Our results highlight a distinctive and potentially important feature of risk prediction and classification in older adults with diabetes. Previous risk scores have variably targeted major coronary events [5] or CVD more generally [39, 40]. Because stroke was the single most common major CVD endpoint in the CHS, and because the addition of congestive heart failure identified ∼90 additional events, both represent important and prevalent outcomes that should be included in studies with appropriately adjudicated cases.

Our study has some specific limitations. Thus although we included nearly 800 older adults with well-characterised risk profiles and a large number of events, the power to detect the risk associated with some predictors (e.g. left ventricular hypertrophy) or interactions was low, and the number of events in the MESA was quite limited. As a result, it is possible that model fit could be improved in future studies with larger numbers of events.

The CHS has information on a wealth of CVD risk factors, but, like any study, it did not measure some potentially interesting factors. For example, HbA1c was not measured in all CHS participants, nor were erythrocytes stored, although a substudy at the North Carolina site found that HbA1c was completely unrelated to cardiovascular events [19], a finding that we replicated. Microalbuminuria was not assessed in the CHS until 1996–1997, hence its contribution will need to be defined with further follow-up; initial evidence in the CHS suggests it may be useful [41]. Likewise, it is possible that newer measures of subclinical atherosclerosis not included in the CHS, such as cardiac computed tomography or magnetic resonance imaging, might contribute to risk identification to a greater degree than ABI and carotid ultrasonography.

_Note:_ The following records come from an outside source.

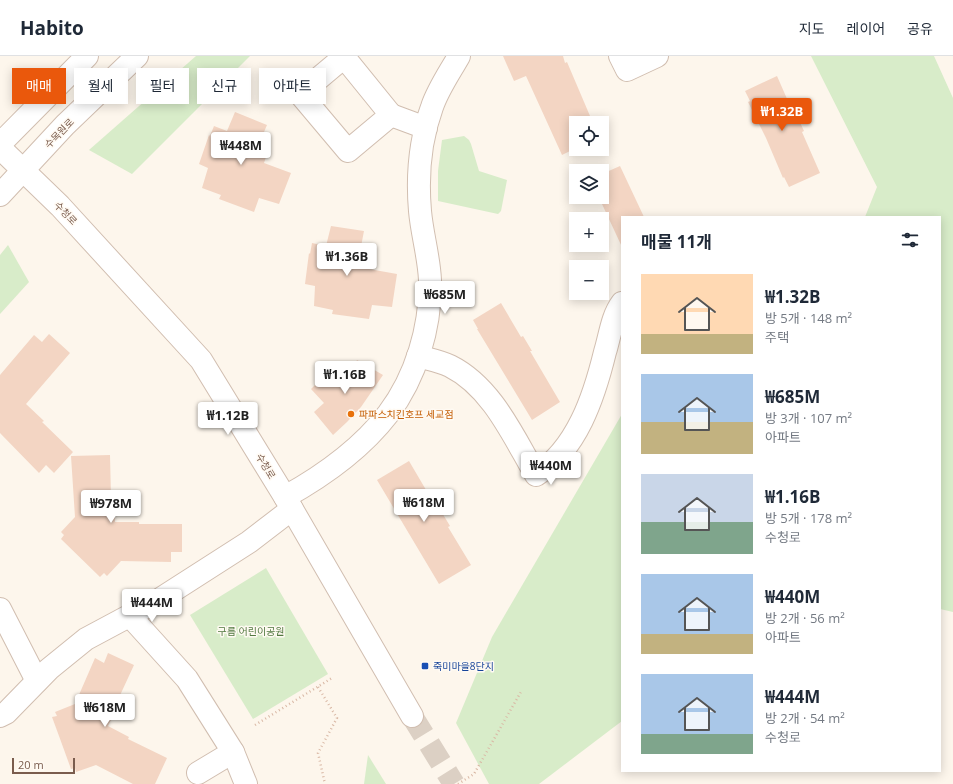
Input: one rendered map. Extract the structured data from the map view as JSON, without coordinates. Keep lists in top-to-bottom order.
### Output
{
  "streets": {
    "street": ["수목원로", "수청로"]
  },
  "crossings": [
    ["수목원로", "수청로"]
  ],
  "parks": ["구름 어린이공원"],
  "places": {
    "other": ["파파스치킨호프 세교점"],
    "transit": ["죽미마을8단지"]
  },
  "scale_bar": "20 m",
  "page": {
    "header": "Habito",
    "nav": ["지도", "레이어", "공유"],
    "chip": [
      "매매",
      "월세",
      "필터",
      "신규",
      "아파트"
    ],
    "price": [
      "₩1.32B",
      "₩448M",
      "₩1.36B",
      "₩685M",
      "₩1.16B",
      "₩1.12B",
      "₩440M",
      "₩618M",
      "₩978M",
      "₩444M",
      "₩618M"
    ],
    "map_buttons": ["+", "−"],
    "heading": "매물 11개",
    "list": [
      {
        "name": "₩1.32B",
        "note": "방 5개 · 148 m² · 주택"
      },
      {
        "name": "₩685M",
        "note": "방 3개 · 107 m² · 아파트"
      },
      {
        "name": "₩1.16B",
        "note": "방 5개 · 178 m² · 수청로"
      },
      {
        "name": "₩440M",
        "note": "방 2개 · 56 m² · 아파트"
      },
      {
        "name": "₩444M",
        "note": "방 2개 · 54 m² · 수청로"
      }
    ],
    "scale": "20 m"
  }
}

We measured these biomarkers at a single point in time and evaluated their association with risk over 10 years, similarly to what has been done in other risk prediction algorithms. Although a few of these measures were assessed on more than one occasion during follow-up in the CHS, the majority have not, and hence repeated measurements might reduce misclassification and improve classification to some degree.

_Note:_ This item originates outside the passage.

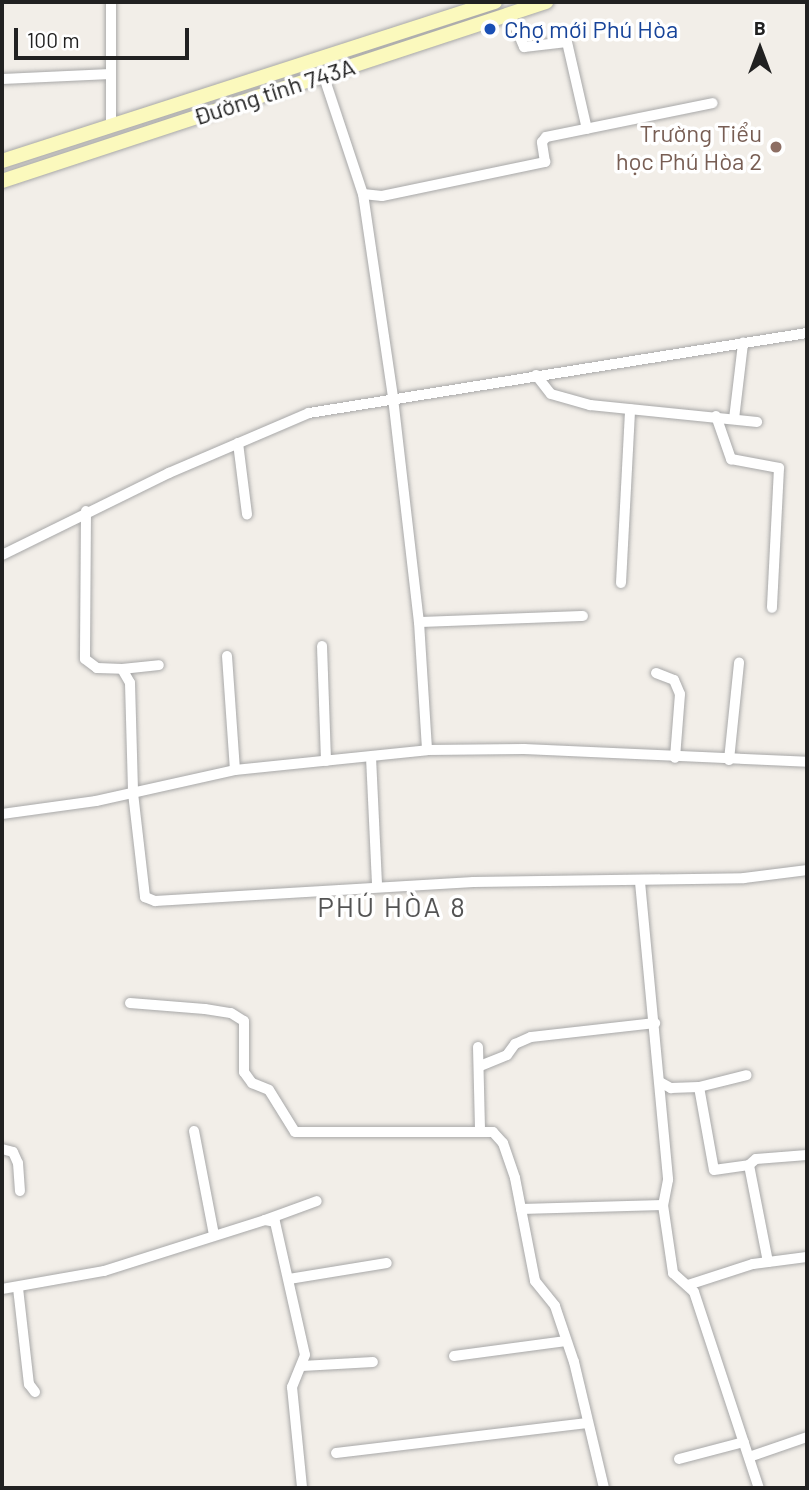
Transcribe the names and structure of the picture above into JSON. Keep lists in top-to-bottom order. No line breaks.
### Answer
{"streets":{"main road":["Đường tỉnh 743A"]},"districts":["PHÚ HÒA 8"],"places":["Chợ mới Phú Hòa","Trường Tiểu học Phú Hòa 2"],"scale_bar":"100 m","north":"top"}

The CHS and MESA share many features, but also differ in important ways, most notably in the age of participants, duration of follow-up and the cumulative incidence of CVD. In addition, a greater proportion of participants in the MESA were receiving hypoglycaemic medication, a fact related to the larger number of individuals with previously undiagnosed diabetes in the CHS and to concurrent secular trends in medication use in the USA [42]. Thus, the MESA represents a useful, but imperfect population for validation, and caution is necessary when comparing values of the NRI and other tests of the risk prediction model across cohorts [43], although the similarity in the pattern of findings across the two cohorts is reassuring. In summary, standard CVD risk factors and even novel biomarkers are modestly successful at predicting cardiovascular risk in older adults with diabetes. The addition of subclinical measures of atherosclerosis has the potential to improve this problem, but our results emphasise that we have a long way to go in identifying individuals at highest risk in this vulnerable group. Further research to more clearly define the pathogenesis of CVD in older adults with diabetes and to identify new markers of risk remains an important priority against the backdrop of a worldwide diabetes epidemic and the concomitant ageing of the population in virtually all developed nations.